#### Exercise instructions
Give back each line of the material that contains the word "sign".

#### Data provided
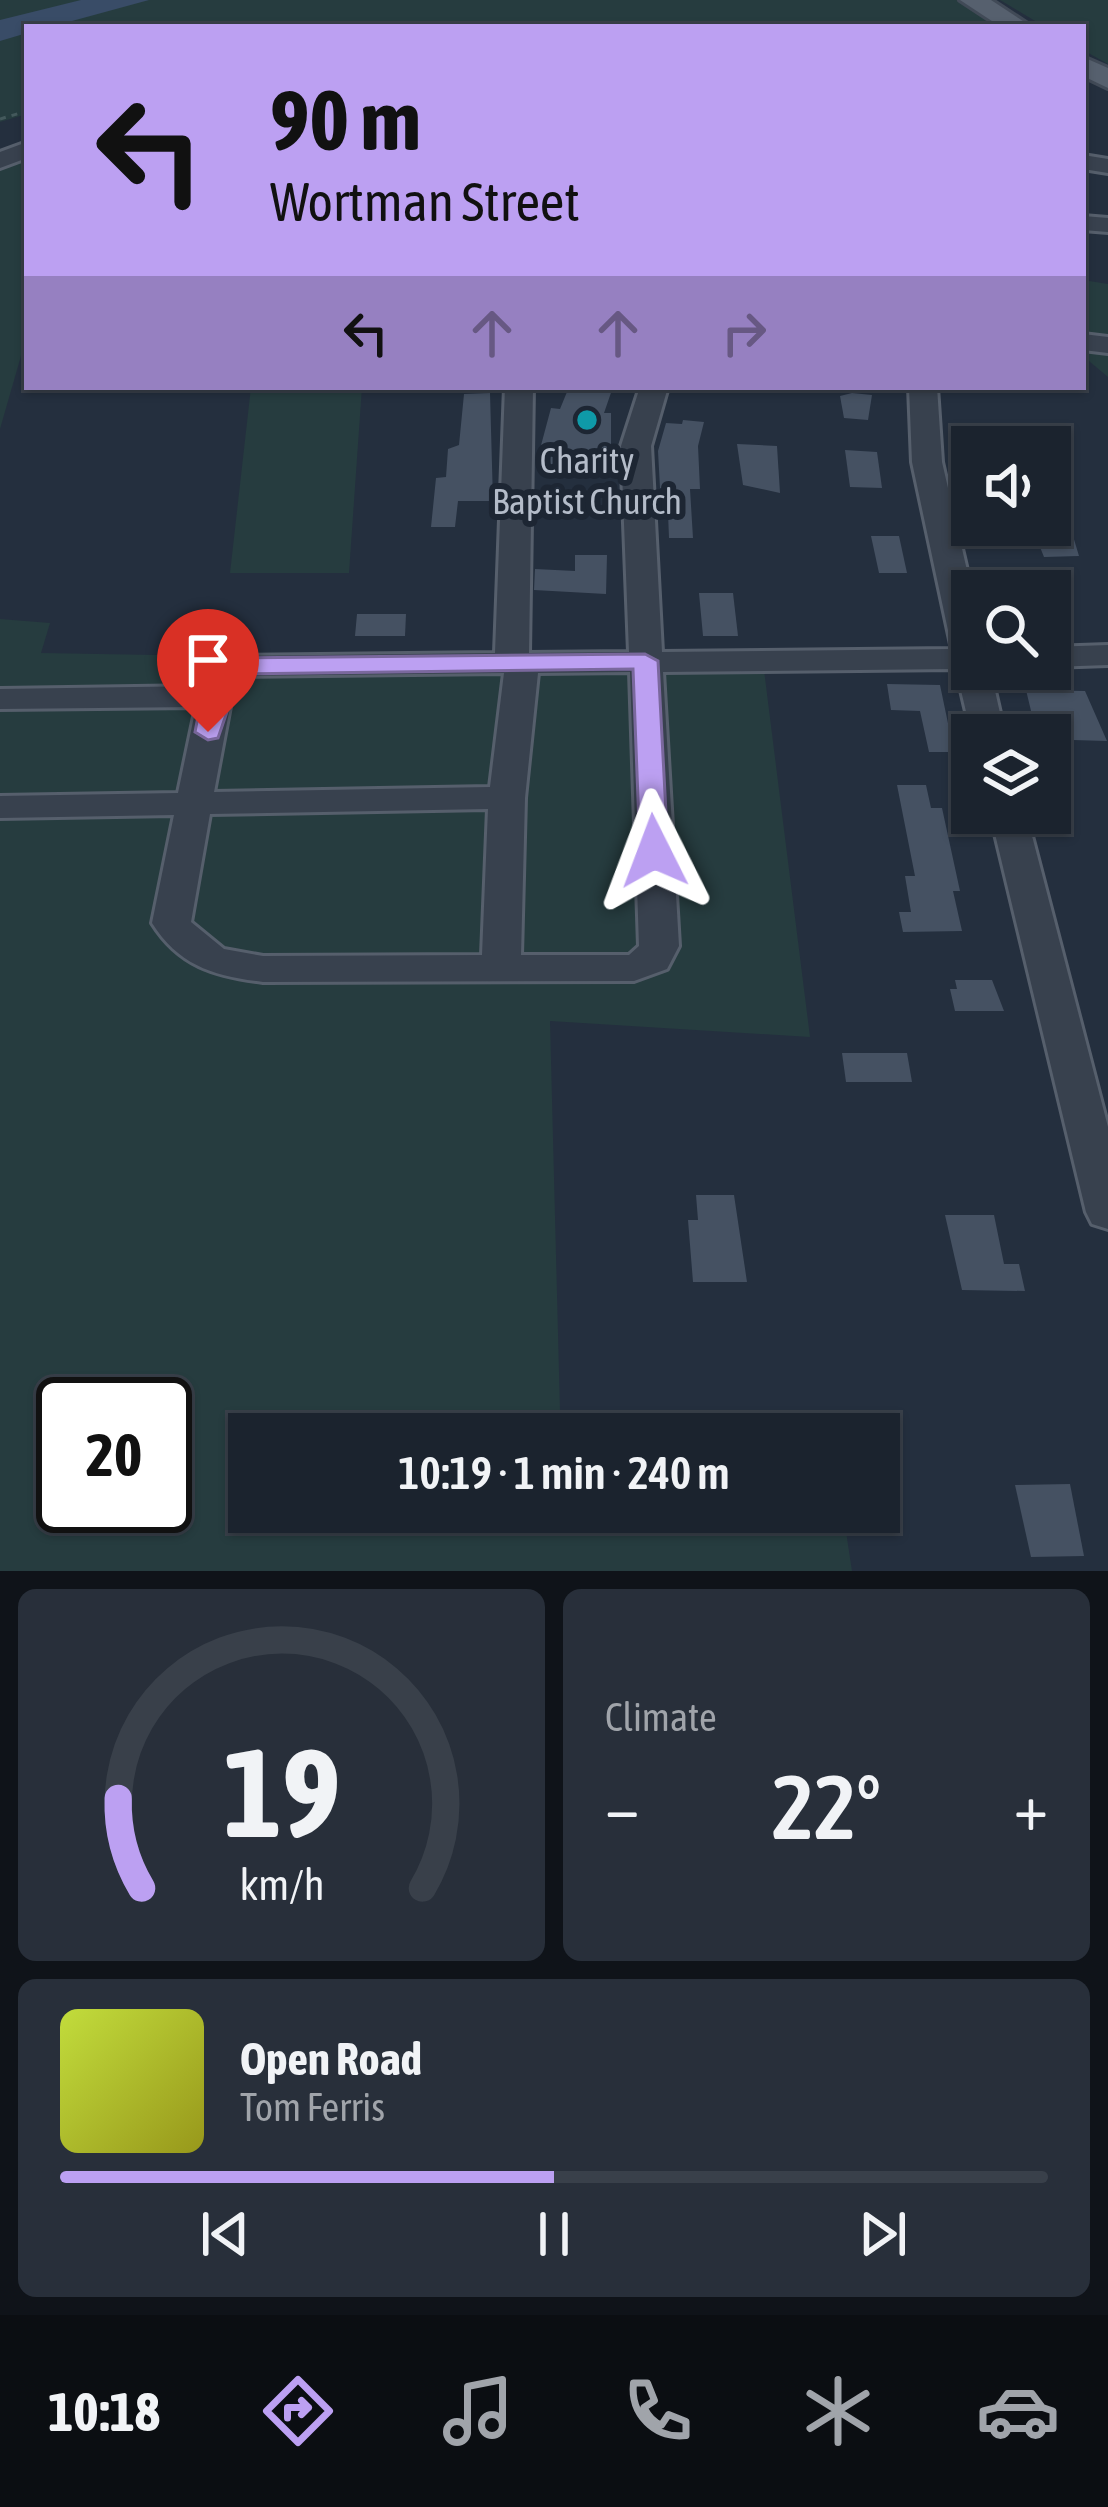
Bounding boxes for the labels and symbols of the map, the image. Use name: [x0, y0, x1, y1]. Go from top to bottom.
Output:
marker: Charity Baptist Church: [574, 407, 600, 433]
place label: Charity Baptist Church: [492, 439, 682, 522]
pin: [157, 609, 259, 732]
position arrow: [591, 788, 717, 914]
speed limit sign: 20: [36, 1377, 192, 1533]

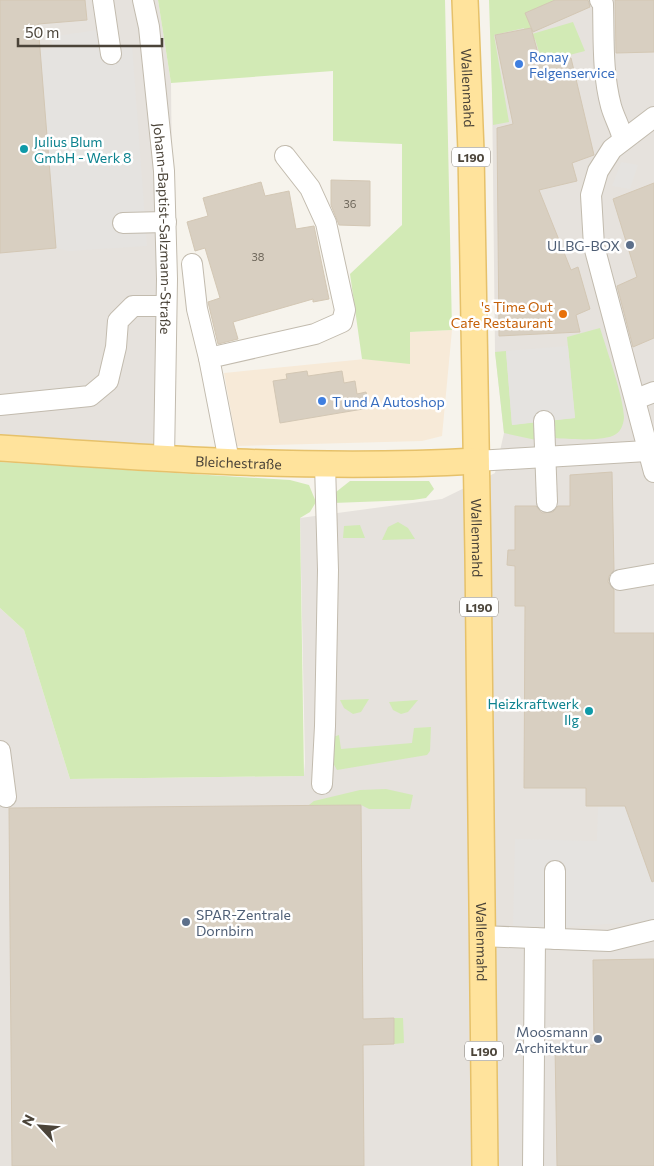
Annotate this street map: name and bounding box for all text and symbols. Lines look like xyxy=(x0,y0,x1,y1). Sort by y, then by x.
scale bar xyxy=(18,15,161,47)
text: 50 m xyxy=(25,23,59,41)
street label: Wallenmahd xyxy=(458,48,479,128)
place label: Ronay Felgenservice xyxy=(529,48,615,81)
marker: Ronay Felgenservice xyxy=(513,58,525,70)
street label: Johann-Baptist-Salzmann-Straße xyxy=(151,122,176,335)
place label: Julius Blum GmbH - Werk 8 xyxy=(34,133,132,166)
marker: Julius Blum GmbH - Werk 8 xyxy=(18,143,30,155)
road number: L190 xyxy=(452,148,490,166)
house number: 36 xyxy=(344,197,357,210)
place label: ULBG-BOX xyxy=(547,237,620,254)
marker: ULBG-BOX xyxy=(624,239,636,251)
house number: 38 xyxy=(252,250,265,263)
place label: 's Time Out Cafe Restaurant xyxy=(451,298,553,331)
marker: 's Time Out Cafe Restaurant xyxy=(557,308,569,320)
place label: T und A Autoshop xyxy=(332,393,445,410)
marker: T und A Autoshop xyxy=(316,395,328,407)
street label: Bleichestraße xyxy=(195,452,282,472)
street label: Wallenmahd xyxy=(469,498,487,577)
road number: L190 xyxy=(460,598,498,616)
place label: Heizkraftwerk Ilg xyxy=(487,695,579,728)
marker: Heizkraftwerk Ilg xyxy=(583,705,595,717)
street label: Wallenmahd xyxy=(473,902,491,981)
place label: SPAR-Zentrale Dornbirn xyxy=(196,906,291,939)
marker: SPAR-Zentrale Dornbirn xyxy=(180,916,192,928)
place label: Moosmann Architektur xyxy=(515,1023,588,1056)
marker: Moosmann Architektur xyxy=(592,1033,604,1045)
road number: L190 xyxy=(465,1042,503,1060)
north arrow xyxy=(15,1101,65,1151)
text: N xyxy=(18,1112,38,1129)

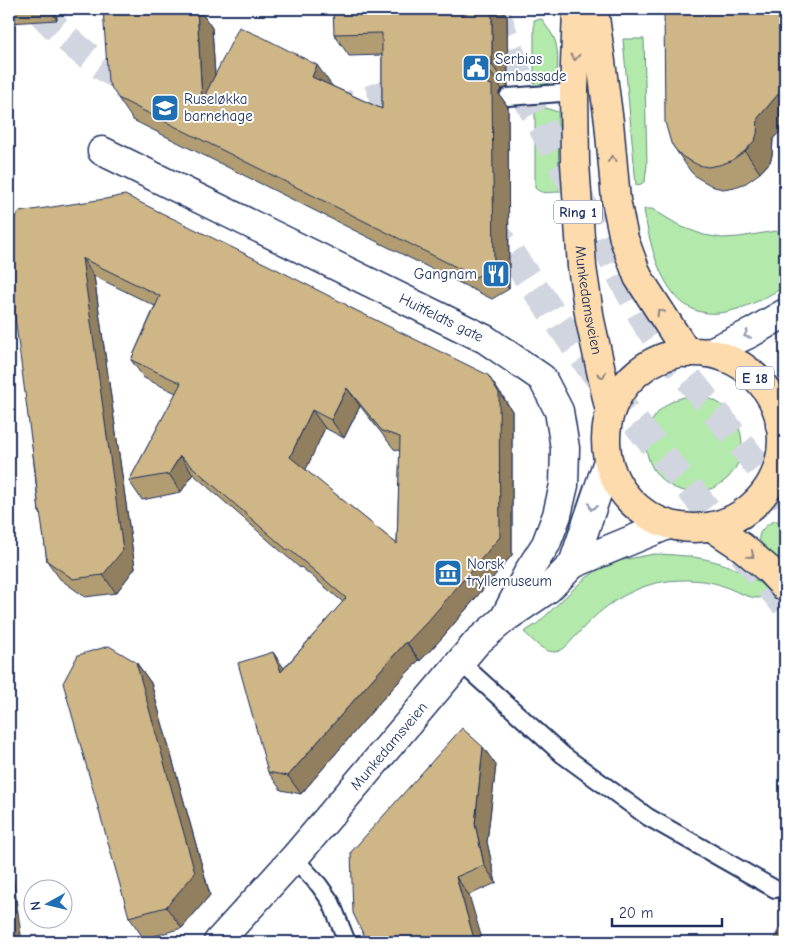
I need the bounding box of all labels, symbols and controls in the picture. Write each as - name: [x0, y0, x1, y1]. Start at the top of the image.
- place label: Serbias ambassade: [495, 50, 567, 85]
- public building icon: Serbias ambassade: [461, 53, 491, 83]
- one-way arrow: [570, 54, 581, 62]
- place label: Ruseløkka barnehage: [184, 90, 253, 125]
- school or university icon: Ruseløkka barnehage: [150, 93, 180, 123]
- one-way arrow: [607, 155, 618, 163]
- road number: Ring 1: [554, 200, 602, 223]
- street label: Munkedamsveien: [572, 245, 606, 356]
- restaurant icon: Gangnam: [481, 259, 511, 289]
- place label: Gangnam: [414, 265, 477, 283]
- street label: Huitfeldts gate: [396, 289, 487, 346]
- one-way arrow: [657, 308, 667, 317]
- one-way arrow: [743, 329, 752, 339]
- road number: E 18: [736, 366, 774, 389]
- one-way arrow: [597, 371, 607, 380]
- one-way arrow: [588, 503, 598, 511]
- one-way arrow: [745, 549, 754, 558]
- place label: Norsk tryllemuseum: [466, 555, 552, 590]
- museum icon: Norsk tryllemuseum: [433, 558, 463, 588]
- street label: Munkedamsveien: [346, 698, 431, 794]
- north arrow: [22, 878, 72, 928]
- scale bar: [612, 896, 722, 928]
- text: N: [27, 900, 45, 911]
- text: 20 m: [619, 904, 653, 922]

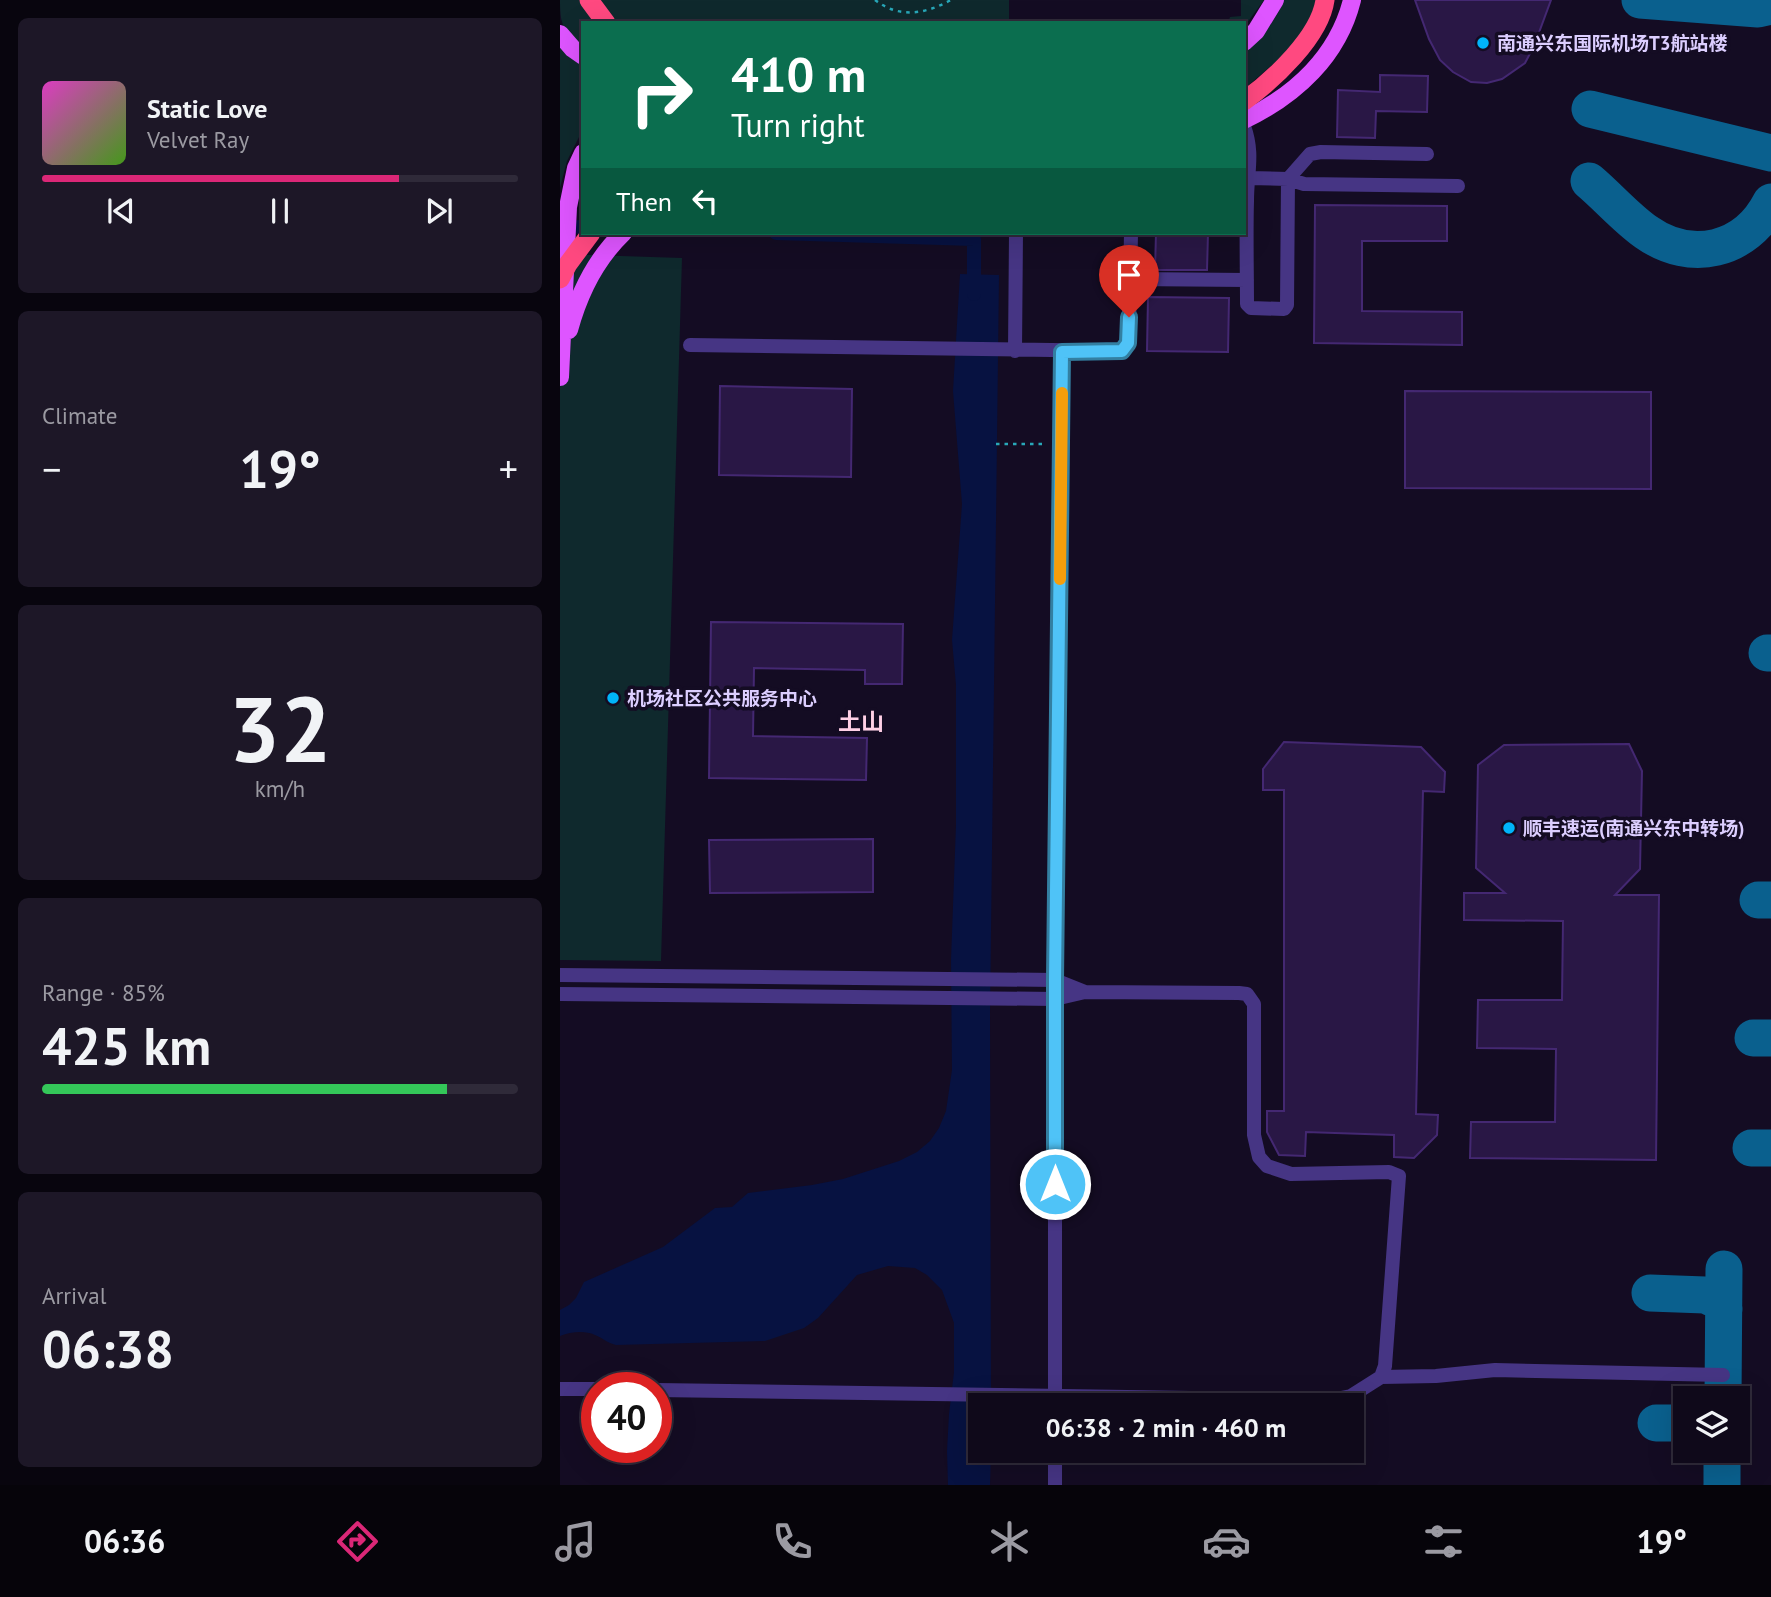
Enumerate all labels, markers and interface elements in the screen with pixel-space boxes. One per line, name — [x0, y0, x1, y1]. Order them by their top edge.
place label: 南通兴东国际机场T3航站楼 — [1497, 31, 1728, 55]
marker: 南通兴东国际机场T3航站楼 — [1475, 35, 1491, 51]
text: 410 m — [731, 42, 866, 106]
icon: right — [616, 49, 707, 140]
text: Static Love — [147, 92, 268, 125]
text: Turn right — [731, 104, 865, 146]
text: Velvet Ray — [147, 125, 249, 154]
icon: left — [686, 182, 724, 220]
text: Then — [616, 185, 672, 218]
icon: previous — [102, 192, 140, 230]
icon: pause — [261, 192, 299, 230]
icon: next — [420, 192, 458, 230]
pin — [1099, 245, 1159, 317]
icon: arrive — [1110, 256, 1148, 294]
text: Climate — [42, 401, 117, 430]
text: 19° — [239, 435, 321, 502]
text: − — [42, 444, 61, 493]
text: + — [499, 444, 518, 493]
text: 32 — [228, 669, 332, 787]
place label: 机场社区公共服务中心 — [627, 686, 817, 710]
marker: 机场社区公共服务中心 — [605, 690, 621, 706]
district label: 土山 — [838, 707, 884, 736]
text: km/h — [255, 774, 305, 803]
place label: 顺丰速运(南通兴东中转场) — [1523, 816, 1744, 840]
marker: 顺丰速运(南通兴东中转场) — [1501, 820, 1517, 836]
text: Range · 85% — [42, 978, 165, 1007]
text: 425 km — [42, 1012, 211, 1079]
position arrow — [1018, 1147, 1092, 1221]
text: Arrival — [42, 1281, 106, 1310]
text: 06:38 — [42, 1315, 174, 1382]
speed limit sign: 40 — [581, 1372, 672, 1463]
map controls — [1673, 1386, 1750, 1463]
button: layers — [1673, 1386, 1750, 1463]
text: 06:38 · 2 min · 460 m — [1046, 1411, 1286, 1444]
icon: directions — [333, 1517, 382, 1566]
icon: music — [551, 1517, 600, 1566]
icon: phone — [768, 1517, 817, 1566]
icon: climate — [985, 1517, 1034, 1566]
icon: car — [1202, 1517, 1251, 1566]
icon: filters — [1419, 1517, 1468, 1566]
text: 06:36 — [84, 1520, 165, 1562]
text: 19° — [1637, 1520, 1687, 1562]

#### Response to this task
speed limit sign: 20: [36, 1377, 192, 1533]
speed limit sign: 40 — [581, 1372, 672, 1463]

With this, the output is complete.